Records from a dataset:
▼

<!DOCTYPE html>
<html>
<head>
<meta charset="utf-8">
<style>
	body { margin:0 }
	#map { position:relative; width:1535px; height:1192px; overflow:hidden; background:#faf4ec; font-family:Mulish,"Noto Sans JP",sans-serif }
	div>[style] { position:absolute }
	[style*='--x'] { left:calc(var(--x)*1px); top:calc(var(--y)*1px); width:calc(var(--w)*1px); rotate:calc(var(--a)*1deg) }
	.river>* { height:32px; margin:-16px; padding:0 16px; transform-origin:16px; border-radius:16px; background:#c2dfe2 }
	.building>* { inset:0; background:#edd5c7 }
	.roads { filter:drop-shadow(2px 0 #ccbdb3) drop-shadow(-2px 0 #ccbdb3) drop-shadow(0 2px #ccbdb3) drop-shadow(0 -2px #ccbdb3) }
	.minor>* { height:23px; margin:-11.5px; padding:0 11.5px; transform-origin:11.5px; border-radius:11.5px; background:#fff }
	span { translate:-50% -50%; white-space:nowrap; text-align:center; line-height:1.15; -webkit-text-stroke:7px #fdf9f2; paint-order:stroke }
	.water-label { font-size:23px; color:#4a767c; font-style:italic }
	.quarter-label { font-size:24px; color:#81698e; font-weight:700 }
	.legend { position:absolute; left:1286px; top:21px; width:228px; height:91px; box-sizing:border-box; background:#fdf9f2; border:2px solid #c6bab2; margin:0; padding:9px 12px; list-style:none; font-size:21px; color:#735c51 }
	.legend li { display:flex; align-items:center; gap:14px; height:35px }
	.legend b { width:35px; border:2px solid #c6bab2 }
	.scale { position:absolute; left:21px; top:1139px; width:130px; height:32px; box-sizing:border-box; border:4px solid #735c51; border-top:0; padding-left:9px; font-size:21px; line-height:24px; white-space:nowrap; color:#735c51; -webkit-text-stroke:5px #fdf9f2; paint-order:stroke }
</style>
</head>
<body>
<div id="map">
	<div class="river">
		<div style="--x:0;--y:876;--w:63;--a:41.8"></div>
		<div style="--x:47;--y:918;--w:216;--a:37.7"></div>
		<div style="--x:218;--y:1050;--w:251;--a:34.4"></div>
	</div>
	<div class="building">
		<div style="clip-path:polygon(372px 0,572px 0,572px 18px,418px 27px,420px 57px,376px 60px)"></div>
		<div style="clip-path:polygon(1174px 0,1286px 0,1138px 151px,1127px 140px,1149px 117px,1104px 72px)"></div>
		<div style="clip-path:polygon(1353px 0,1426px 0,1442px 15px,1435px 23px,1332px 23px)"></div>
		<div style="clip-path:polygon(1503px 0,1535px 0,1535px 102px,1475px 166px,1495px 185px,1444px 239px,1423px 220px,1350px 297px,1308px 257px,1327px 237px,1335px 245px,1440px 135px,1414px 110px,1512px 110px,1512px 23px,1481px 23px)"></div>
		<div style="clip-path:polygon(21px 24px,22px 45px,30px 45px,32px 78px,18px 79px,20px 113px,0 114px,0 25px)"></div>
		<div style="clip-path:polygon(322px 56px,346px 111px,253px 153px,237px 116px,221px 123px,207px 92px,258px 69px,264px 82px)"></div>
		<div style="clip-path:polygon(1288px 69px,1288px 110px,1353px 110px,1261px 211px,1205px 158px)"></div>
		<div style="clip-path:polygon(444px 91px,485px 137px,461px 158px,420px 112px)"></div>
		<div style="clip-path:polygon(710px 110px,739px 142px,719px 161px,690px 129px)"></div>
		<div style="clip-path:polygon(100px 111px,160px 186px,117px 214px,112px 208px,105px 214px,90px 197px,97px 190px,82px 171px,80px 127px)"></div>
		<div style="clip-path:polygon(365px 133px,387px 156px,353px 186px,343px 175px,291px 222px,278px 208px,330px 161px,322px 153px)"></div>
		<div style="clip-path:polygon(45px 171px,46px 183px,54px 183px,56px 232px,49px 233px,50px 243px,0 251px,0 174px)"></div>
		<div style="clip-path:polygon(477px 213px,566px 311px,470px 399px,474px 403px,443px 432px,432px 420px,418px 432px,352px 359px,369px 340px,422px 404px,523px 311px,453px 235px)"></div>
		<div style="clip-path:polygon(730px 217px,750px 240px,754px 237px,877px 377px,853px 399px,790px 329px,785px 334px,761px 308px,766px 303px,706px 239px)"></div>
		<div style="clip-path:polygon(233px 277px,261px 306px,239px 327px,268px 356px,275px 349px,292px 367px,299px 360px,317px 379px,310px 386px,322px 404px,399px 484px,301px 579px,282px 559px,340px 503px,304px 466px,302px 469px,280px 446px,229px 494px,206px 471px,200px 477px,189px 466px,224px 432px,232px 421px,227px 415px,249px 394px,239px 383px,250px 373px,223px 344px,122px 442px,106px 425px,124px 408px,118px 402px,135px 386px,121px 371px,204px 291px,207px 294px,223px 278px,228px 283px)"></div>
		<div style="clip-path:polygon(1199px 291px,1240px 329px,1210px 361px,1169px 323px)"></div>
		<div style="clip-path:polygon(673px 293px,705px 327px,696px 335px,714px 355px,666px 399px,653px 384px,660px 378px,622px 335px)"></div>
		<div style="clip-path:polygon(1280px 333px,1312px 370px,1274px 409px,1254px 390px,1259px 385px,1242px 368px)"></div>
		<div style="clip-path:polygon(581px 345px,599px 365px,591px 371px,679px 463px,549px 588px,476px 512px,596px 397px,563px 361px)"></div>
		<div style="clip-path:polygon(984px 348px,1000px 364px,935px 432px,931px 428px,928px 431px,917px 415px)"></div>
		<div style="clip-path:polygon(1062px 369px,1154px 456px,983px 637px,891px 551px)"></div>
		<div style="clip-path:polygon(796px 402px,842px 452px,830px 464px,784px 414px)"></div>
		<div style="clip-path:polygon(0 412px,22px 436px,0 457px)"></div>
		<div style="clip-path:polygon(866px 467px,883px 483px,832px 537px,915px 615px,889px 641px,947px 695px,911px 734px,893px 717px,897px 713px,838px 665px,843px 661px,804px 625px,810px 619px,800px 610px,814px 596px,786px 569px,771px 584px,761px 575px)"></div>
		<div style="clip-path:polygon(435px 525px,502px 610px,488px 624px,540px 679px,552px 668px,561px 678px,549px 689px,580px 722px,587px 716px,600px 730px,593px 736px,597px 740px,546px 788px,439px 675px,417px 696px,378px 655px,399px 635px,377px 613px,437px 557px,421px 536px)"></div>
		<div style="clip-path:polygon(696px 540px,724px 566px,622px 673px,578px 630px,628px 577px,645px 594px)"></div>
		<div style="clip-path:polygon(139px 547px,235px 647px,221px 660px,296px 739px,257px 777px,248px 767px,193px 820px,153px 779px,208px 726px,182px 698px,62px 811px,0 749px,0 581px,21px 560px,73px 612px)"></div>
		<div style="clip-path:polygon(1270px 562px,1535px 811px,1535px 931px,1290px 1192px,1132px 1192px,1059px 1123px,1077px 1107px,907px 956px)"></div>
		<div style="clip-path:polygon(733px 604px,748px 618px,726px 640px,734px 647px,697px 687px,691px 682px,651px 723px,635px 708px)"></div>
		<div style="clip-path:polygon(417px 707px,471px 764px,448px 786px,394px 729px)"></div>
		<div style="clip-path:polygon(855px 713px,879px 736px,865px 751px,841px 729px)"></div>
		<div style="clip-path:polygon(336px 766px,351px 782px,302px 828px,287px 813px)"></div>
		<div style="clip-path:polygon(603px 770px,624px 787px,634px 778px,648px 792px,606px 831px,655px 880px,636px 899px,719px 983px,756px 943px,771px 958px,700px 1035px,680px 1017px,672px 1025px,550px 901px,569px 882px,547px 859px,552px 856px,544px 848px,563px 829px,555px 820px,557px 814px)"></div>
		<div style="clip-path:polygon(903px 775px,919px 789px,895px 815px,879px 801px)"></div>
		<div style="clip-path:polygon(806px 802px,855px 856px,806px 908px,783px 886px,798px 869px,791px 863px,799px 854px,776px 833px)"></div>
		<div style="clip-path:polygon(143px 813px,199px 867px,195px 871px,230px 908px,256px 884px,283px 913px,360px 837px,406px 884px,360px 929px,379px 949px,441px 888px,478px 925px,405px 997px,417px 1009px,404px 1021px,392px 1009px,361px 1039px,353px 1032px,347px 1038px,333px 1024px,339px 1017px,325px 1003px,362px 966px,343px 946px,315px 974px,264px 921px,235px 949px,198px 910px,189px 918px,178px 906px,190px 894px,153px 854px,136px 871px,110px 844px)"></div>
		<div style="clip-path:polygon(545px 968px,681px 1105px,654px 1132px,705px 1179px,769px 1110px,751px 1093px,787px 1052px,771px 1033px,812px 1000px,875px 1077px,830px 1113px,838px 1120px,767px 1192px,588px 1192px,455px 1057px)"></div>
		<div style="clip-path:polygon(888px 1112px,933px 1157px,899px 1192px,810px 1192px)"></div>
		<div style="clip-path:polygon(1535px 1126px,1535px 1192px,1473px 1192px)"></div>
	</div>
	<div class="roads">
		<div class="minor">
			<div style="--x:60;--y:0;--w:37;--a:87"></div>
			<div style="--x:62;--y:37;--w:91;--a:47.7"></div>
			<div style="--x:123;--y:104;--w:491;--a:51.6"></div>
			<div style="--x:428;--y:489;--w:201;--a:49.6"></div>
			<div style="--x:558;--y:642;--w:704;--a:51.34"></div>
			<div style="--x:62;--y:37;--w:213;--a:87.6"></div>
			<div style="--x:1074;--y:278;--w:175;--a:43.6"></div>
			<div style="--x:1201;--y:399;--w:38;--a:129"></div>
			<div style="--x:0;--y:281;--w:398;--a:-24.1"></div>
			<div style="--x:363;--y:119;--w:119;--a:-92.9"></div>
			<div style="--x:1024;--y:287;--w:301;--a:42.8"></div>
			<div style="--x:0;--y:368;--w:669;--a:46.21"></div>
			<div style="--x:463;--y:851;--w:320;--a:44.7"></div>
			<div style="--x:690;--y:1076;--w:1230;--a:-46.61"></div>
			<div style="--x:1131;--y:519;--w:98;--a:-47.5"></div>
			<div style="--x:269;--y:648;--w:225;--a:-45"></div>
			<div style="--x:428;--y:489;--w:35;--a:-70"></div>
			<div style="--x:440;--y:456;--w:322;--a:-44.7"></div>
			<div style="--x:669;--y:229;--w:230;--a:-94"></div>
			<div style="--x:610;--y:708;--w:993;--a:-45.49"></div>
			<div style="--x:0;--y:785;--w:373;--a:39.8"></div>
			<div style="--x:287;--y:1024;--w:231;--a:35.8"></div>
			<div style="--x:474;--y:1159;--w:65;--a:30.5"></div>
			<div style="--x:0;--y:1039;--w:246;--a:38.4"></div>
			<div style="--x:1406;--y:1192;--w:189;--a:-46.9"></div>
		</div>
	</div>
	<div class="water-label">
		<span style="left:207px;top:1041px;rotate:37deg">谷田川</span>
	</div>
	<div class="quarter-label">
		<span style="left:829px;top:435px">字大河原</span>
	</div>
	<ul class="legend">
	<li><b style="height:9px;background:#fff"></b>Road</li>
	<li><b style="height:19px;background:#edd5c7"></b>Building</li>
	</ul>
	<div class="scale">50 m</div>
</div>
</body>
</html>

▲

Exercise description: The lines needed are the ones from the first line of the entries through the line that contains "display:flex; align-items:center; gap:14px;", given again without any change.

Response area:
<!DOCTYPE html>
<html>
<head>
<meta charset="utf-8">
<style>
	body { margin:0 }
	#map { position:relative; width:1535px; height:1192px; overflow:hidden; background:#faf4ec; font-family:Mulish,"Noto Sans JP",sans-serif }
	div>[style] { position:absolute }
	[style*='--x'] { left:calc(var(--x)*1px); top:calc(var(--y)*1px); width:calc(var(--w)*1px); rotate:calc(var(--a)*1deg) }
	.river>* { height:32px; margin:-16px; padding:0 16px; transform-origin:16px; border-radius:16px; background:#c2dfe2 }
	.building>* { inset:0; background:#edd5c7 }
	.roads { filter:drop-shadow(2px 0 #ccbdb3) drop-shadow(-2px 0 #ccbdb3) drop-shadow(0 2px #ccbdb3) drop-shadow(0 -2px #ccbdb3) }
	.minor>* { height:23px; margin:-11.5px; padding:0 11.5px; transform-origin:11.5px; border-radius:11.5px; background:#fff }
	span { translate:-50% -50%; white-space:nowrap; text-align:center; line-height:1.15; -webkit-text-stroke:7px #fdf9f2; paint-order:stroke }
	.water-label { font-size:23px; color:#4a767c; font-style:italic }
	.quarter-label { font-size:24px; color:#81698e; font-weight:700 }
	.legend { position:absolute; left:1286px; top:21px; width:228px; height:91px; box-sizing:border-box; background:#fdf9f2; border:2px solid #c6bab2; margin:0; padding:9px 12px; list-style:none; font-size:21px; color:#735c51 }
	.legend li { display:flex; align-items:center; gap:14px; height:35px }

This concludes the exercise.